Milleproroghe, Ottaviani interviene alla Camera per illustrare i punti cardine

Il deputato della Lega è intervenuto nell’aula di Montecitorio, a nome del suo gruppo parlamentare: diversi i temi affrontati

L’onorevole Nicola Ottaviani, segretario della commissione bilancio della Camera dei Deputati e coordinatore provinciale di Frosinone della Lega, è intervenuto nell’aula di Montecitorio, a nome del gruppo parlamentare leghista, per illustrare i punti cardine del decreto Milleproroghe e per esprimere la dichiarazione di voto favorevole del partito all’approvazione del provvedimento.

Quello del Milleproroghe – ha esordito Ottaviani – può essere, in linea astratta, considerato uno strumento improprio, certamente non inventato da questa maggioranza, certamente non introdotto nella consuetudine parlamentare da questa maggioranza, ma che affonda le radici nel 2001, e che è funzionale, però, e magari questo aspetto dà fastidio alle opposizioni, a centrare altri importanti obiettivi che erano indicati nel programma di governo del centrodestra, su cui si sono espressi i cittadini appena quattro mesi fa e non quattro anni fa. Mi riferisco, ad esempio, alla proroga dello scorrimento delle graduatorie delle forze dell’ordine che coinvolge duemila unità, perché se si parla di sicurezza, se si invoca da più parti la sicurezza, questa non è un concetto filosofico; la sicurezza si concretizza implementando la pianta organica delle forze dell’ordine con le assunzioni, assunzioni che stranamente, in passato, non venivano fatte forse perché a qualcuno poteva far comodo alimentare quella strategia dell’insufficienza della risposta dello Stato, dello Stato legale, dello Stato legittimo, dello Stato che tutela il rigore e il rispetto delle regole per tutti”.

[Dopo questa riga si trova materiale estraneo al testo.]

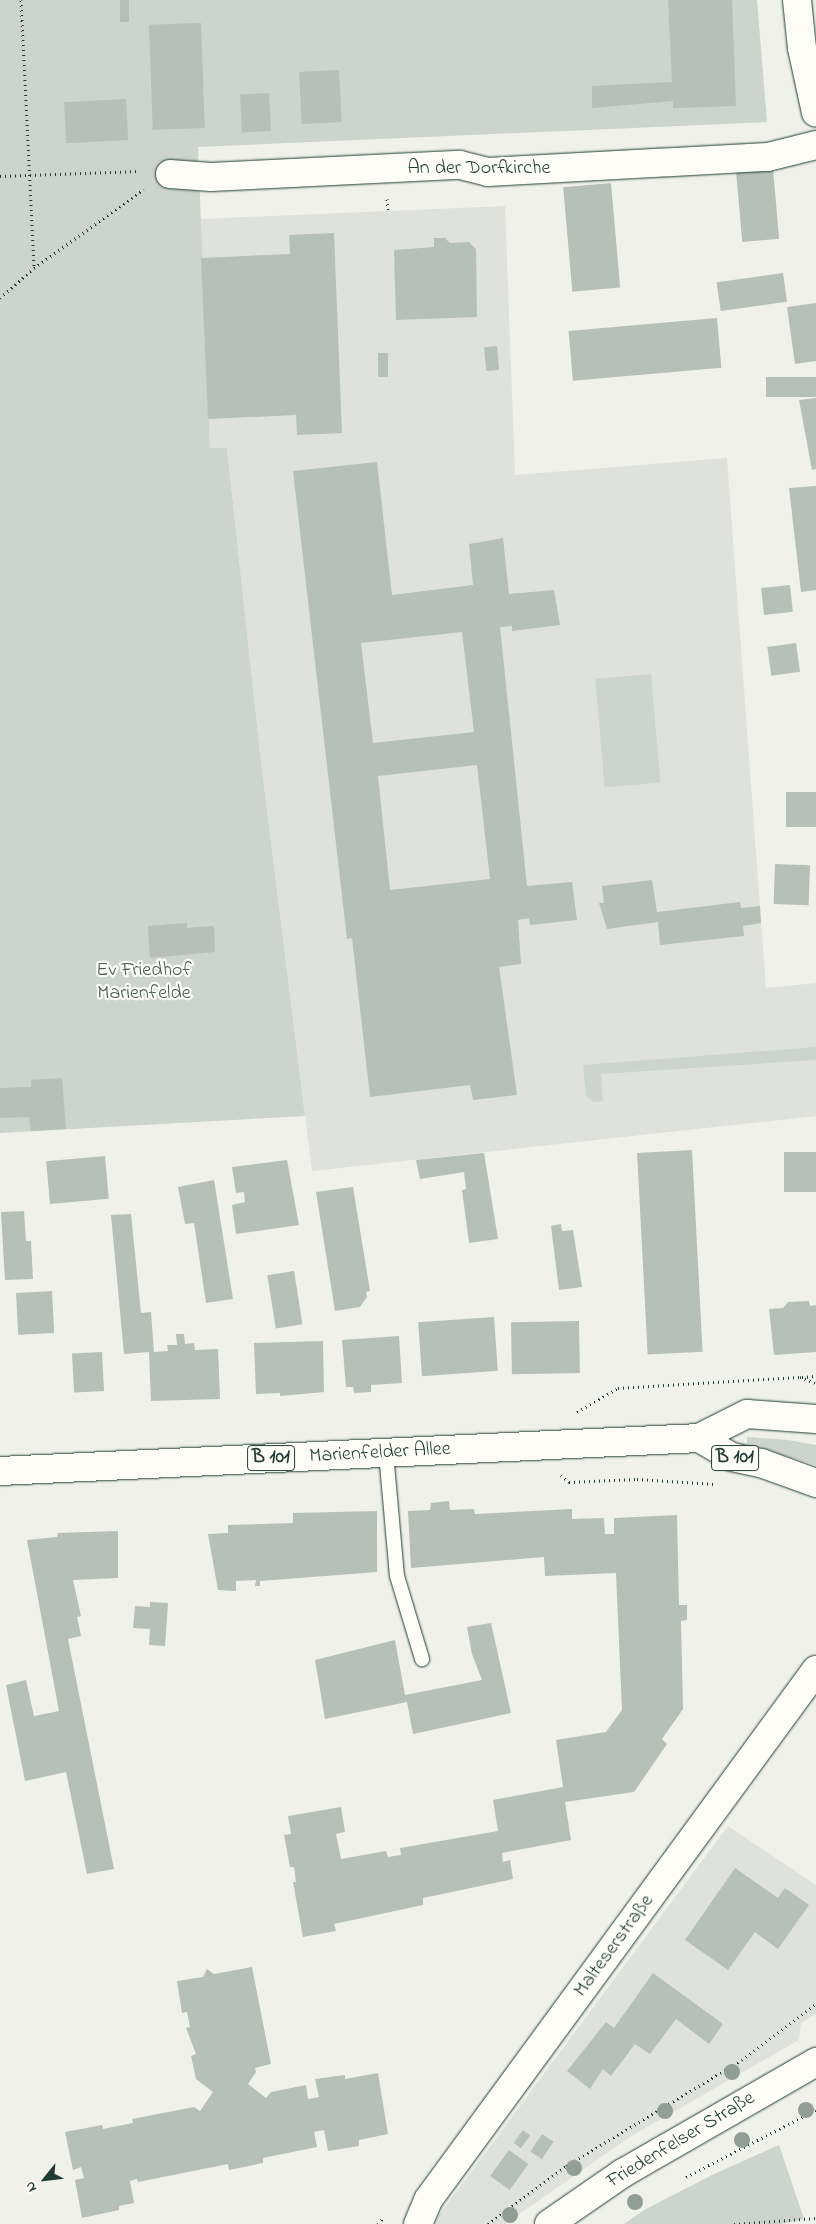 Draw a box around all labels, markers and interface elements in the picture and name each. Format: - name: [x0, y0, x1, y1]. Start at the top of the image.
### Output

“Passando alla sanità – ha proseguito Ottaviani nel suo intervento – la proroga della possibilità di esercitare l’attività libero-professionale fino al 31 dicembre garantisce che queste professionalità non escano dal pubblico. Questo significa dare una risposta concreta di sostegno al sistema sanitario pubblico, mentre in passato altri guardavano solamente alla sanità privata. Questo è l’approccio del presidente Meloni, questo è l’approccio del nostro vice presidente Matteo Salvini. Questo tema, poi, richiama la problematica dello smaltimento delle liste d’attesa, tanto che per ridurle abbiamo prorogato la possibilità di acquisto di prestazioni, perché i pazienti vanno tutelati; le liste d’attesa vanno smaltite e per noi  la sanità non significa assegnazione di primariati con la tessera di un determinato partito politico, ma significa assistenza alle persone”.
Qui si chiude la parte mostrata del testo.